[Items from a dataset]
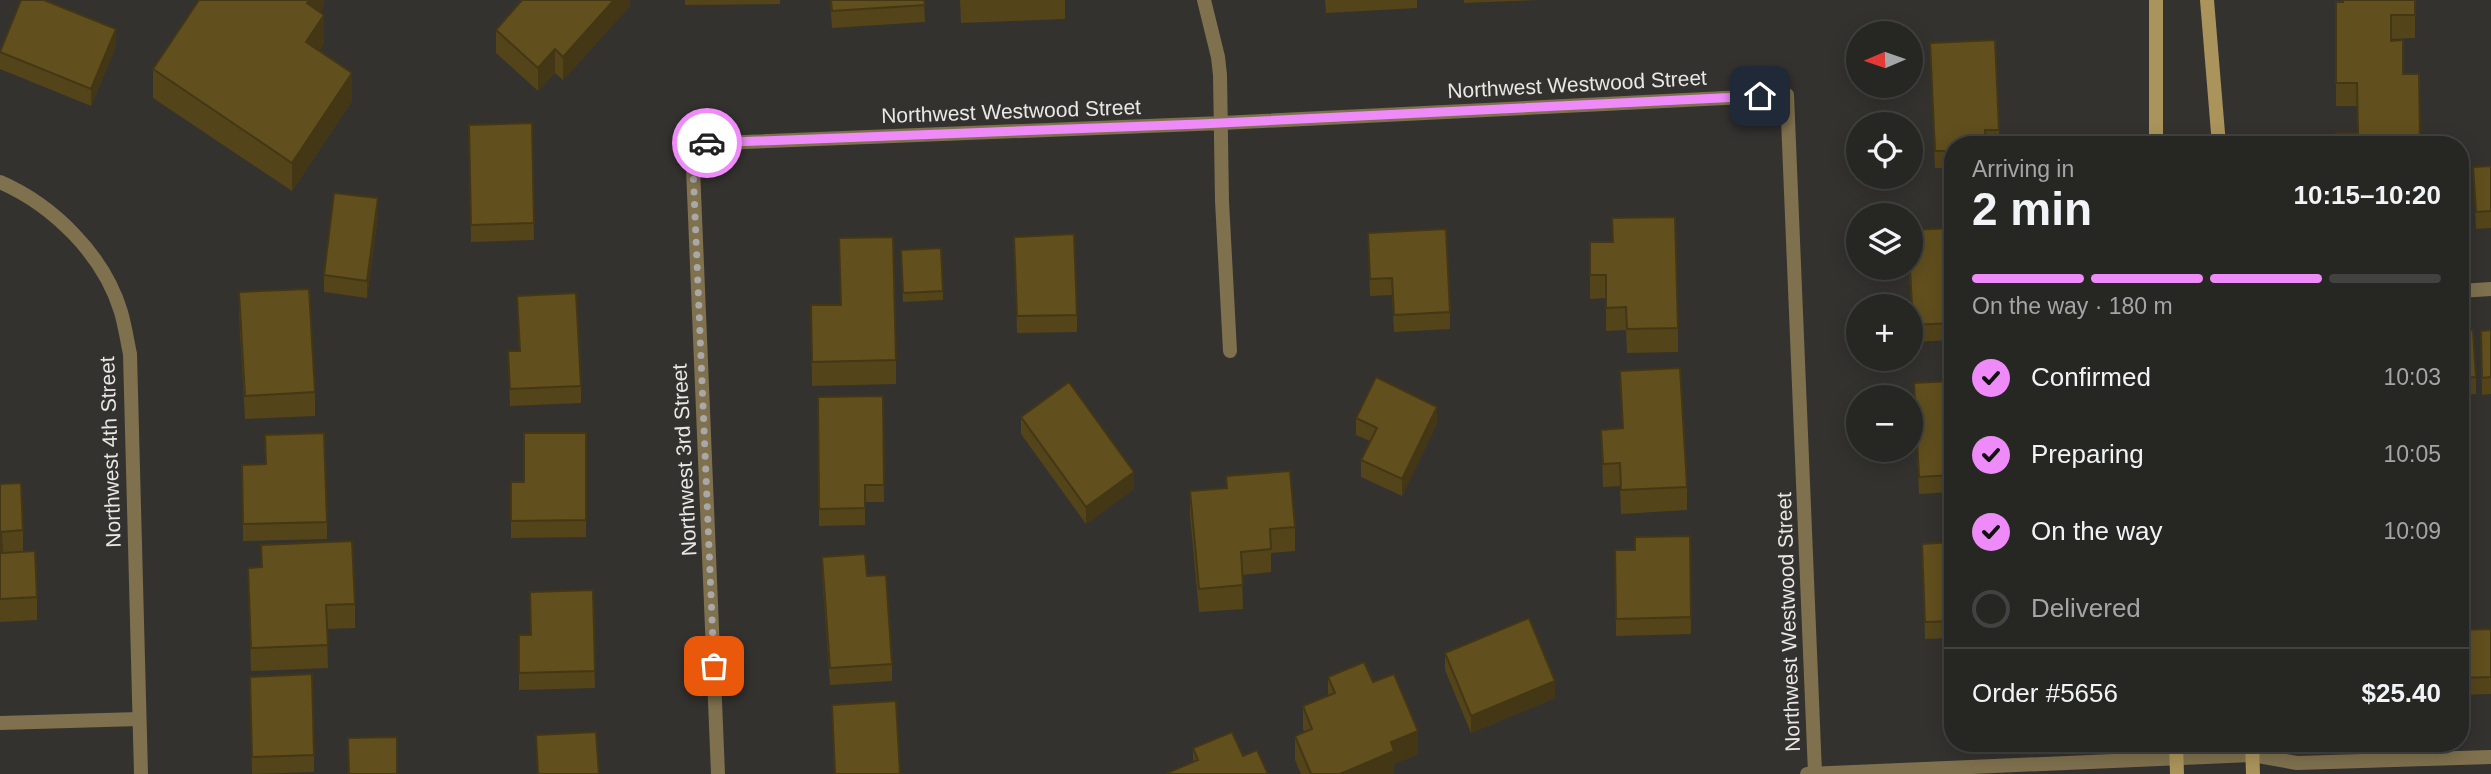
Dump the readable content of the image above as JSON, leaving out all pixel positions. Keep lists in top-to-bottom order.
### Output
{
  "streets": {
    "street": ["Northwest Westwood Street", "Northwest 4th Street", "Northwest 3rd Street"]
  },
  "crossings": [
    ["Northwest Westwood Street", "Northwest 3rd Street"]
  ],
  "north": "left",
  "page": {
    "map_buttons": ["+", "−"],
    "heading": ["2 min", "Arriving in", "10:15–10:20"],
    "panel": ["Order #5656", "$25.40"],
    "bar": "On the way · 180 m",
    "list": [
      ["Confirmed", "10:03"],
      ["Preparing", "10:05"],
      ["On the way", "10:09"],
      "Delivered"
    ]
  }
}
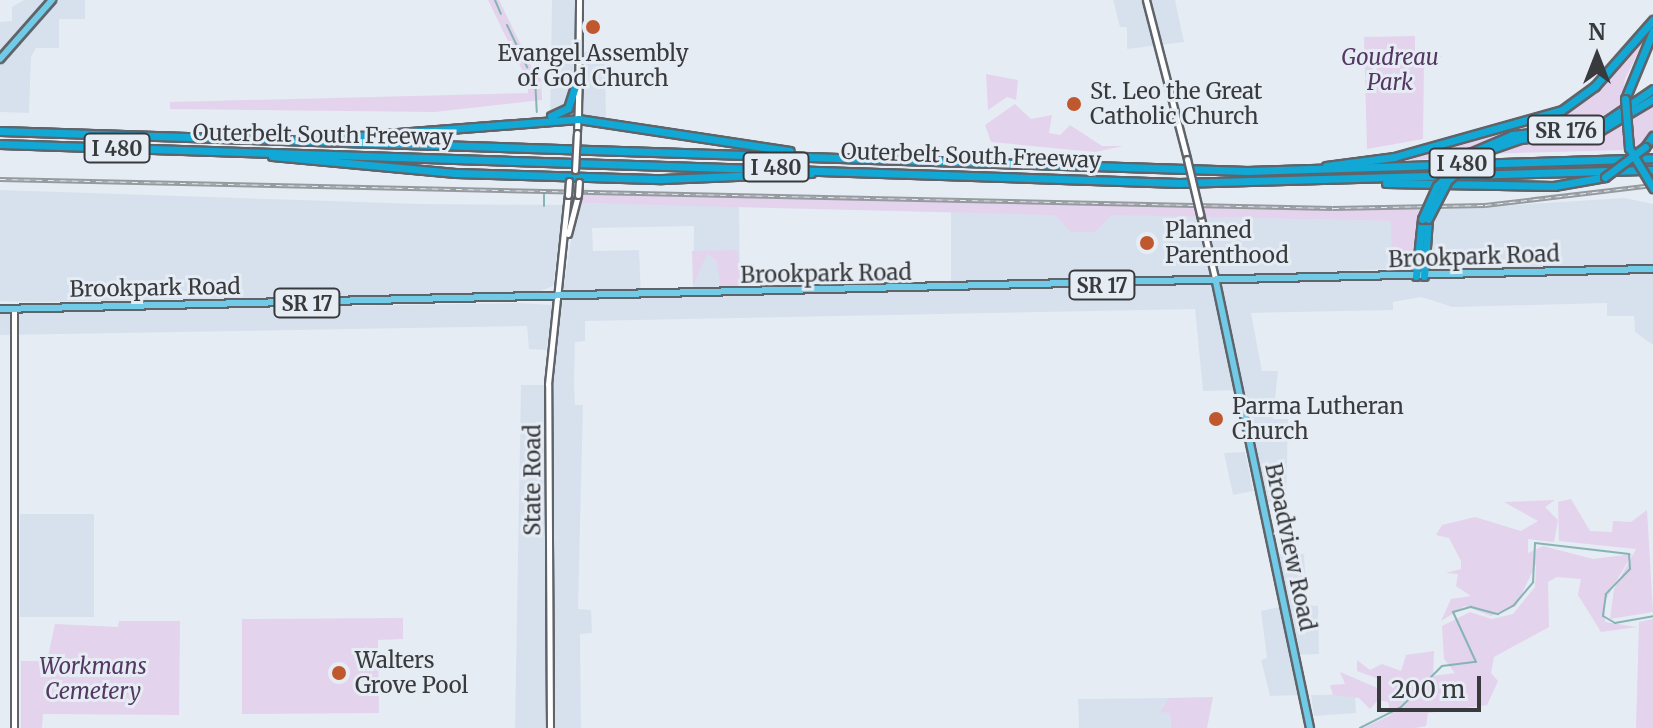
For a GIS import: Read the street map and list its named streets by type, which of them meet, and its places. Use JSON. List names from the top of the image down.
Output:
{
  "streets": {
    "highway": ["SR 176", "Outerbelt South Freeway", "I 480"],
    "main road": [
      "Brookpark Road",
      "SR 17",
      "State Road",
      "Broadview Road"
    ]
  },
  "crossings": [
    ["SR 176", "Brookpark Road"],
    ["Brookpark Road", "State Road"],
    ["Brookpark Road", "Broadview Road"]
  ],
  "parks": ["Goudreau Park", "Workmans Cemetery"],
  "places": [
    "Evangel Assembly of God Church",
    "St. Leo the Great Catholic Church",
    "Planned Parenthood",
    "Parma Lutheran Church",
    "Walters Grove Pool"
  ],
  "scale_bar": "200 m",
  "north": "top"
}
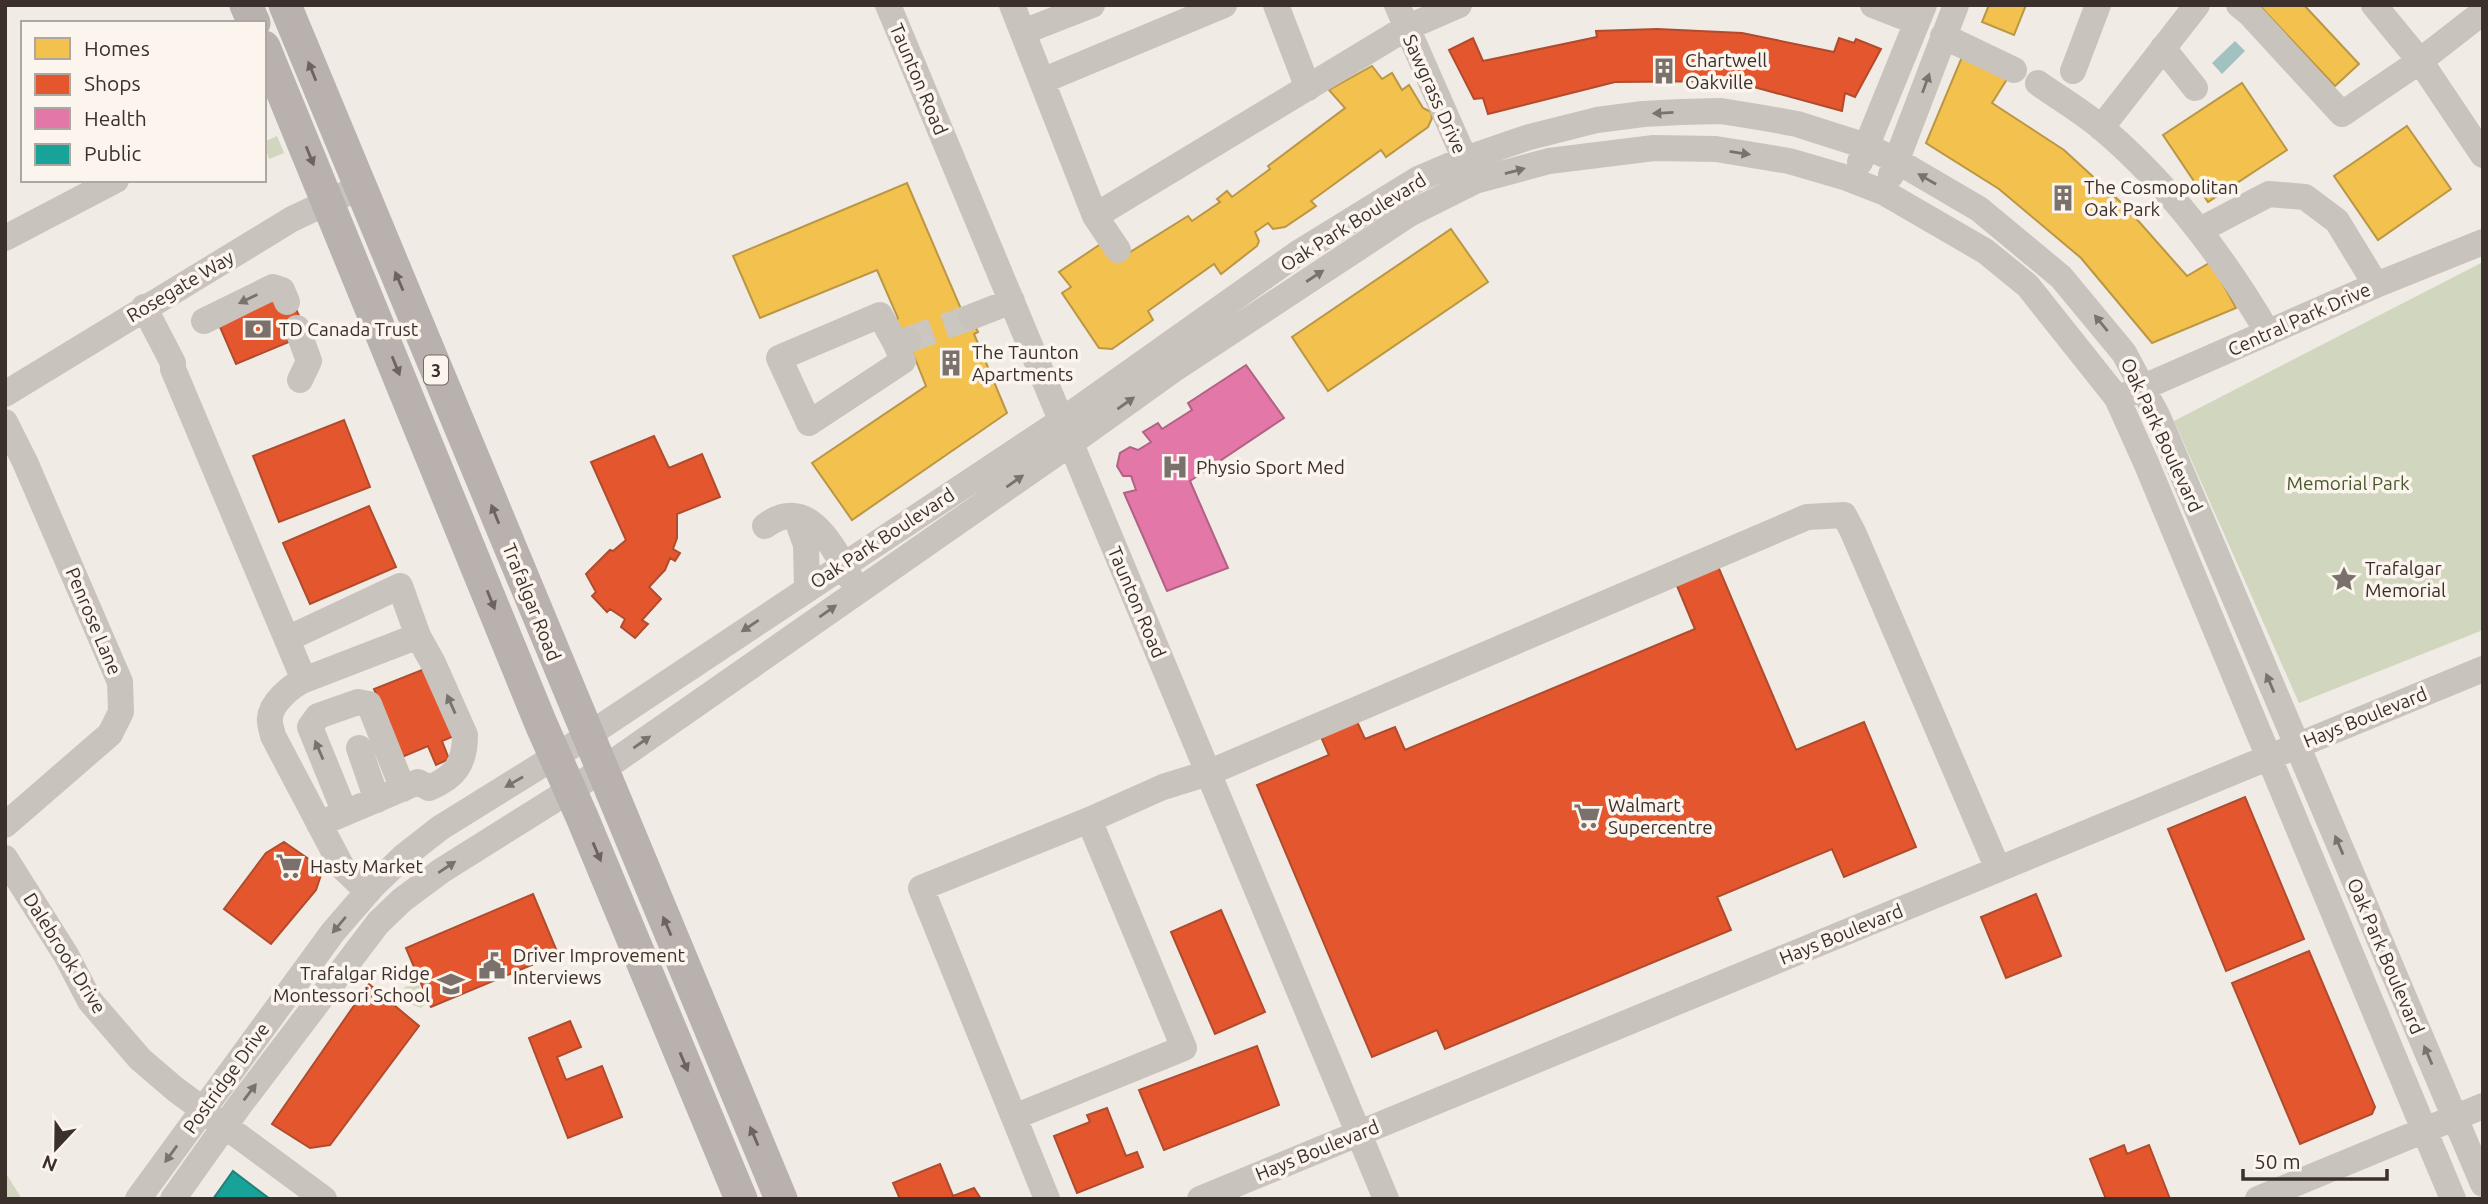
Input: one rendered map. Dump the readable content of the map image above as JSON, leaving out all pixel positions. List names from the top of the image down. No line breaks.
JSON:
{"streets":{"main road":["3","Trafalgar Road"],"street":["Taunton Road","Sawgrass Drive","Oak Park Boulevard","Rosegate Way","Central Park Drive","Penrose Lane","Hays Boulevard","Dalebrook Drive","Postridge Drive"]},"crossings":[["Taunton Road","Oak Park Boulevard"],["Taunton Road","Hays Boulevard"],["Sawgrass Drive","Oak Park Boulevard"],["Oak Park Boulevard","Central Park Drive"],["Oak Park Boulevard","Trafalgar Road"],["Oak Park Boulevard","Hays Boulevard"],["Oak Park Boulevard","Postridge Drive"],["Rosegate Way","Trafalgar Road"],["Trafalgar Road","Postridge Drive"],["Dalebrook Drive","Postridge Drive"]],"parks":["Memorial Park"],"places":{"building":["Chartwell Oakville","The Cosmopolitan Oak Park","The Taunton Apartments"],"bank":["TD Canada Trust"],"hospital":["Physio Sport Med"],"place":["Trafalgar Memorial"],"supermarket":["Walmart Supercentre","Hasty Market"],"public building":["Driver Improvement Interviews"],"school or university":["Trafalgar Ridge Montessori School"]},"legend":["Homes","Shops","Health","Public"],"scale_bar":"50 m","north":"bottom"}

» Directions:
Above are entries with pictures among them. Write out exactly the lines from the one containing "For a GIS import: Read" through the one containing "Input: one rendered", ends included, and leave those pictures out.

» Your response:
For a GIS import: Read the street map and list its named streets by type, which of them meet, and its places. Use JSON. List names from the top of the image down.
Output:
{
  "streets": {
    "highway": ["SR 176", "Outerbelt South Freeway", "I 480"],
    "main road": [
      "Brookpark Road",
      "SR 17",
      "State Road",
      "Broadview Road"
    ]
  },
  "crossings": [
    ["SR 176", "Brookpark Road"],
    ["Brookpark Road", "State Road"],
    ["Brookpark Road", "Broadview Road"]
  ],
  "parks": ["Goudreau Park", "Workmans Cemetery"],
  "places": [
    "Evangel Assembly of God Church",
    "St. Leo the Great Catholic Church",
    "Planned Parenthood",
    "Parma Lutheran Church",
    "Walters Grove Pool"
  ],
  "scale_bar": "200 m",
  "north": "top"
}
Input: one rendered map. Dump the readable content of the map image above as JSON, leaving out all pixel positions. List names from the top of the image down. No line breaks.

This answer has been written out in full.